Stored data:

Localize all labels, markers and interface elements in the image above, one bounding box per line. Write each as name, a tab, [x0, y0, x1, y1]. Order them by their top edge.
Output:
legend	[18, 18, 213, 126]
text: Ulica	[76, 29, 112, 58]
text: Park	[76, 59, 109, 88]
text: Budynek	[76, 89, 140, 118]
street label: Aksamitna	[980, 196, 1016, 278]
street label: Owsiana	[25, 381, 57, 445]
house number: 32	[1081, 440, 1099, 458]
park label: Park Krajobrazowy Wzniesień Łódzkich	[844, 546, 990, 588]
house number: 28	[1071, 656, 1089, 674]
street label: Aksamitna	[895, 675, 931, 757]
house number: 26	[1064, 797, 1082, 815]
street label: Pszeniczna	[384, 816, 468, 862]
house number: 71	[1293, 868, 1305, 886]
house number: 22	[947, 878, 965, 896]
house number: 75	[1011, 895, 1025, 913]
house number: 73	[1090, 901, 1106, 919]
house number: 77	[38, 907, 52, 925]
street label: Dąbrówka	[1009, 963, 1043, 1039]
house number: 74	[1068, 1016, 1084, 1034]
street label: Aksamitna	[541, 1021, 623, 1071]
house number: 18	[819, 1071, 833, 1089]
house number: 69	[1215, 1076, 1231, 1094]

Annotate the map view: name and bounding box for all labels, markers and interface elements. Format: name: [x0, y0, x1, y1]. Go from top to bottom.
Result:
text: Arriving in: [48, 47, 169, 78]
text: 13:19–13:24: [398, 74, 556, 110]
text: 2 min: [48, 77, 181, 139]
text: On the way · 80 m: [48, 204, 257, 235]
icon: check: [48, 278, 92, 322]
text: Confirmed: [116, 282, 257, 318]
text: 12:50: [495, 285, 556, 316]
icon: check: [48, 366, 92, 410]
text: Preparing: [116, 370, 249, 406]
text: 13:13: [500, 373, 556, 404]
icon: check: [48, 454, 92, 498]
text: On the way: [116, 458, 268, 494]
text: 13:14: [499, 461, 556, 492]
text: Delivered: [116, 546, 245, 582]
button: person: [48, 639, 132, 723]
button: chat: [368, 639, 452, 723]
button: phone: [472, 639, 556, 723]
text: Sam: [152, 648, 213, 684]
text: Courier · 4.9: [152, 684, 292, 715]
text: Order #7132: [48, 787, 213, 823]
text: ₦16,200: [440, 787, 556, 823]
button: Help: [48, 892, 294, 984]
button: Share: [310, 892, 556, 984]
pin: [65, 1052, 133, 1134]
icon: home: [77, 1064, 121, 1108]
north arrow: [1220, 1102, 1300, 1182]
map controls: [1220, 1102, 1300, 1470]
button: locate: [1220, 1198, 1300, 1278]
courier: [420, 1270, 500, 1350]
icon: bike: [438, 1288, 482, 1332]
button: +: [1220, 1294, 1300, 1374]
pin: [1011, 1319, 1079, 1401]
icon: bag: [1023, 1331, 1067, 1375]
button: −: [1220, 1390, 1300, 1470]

Task requirements: Of the lines above, copy each one that contains the word "markers".

Result below:
Localize all labels, markers and interface elements in the image above, one bounding box per line. Write each as name, a tab, [x0, y0, x1, y1]. Order them by their top edge.
Annotate the map view: name and bounding box for all labels, markers and interface elements. Format: name: [x0, y0, x1, y1]. Go from top to bottom.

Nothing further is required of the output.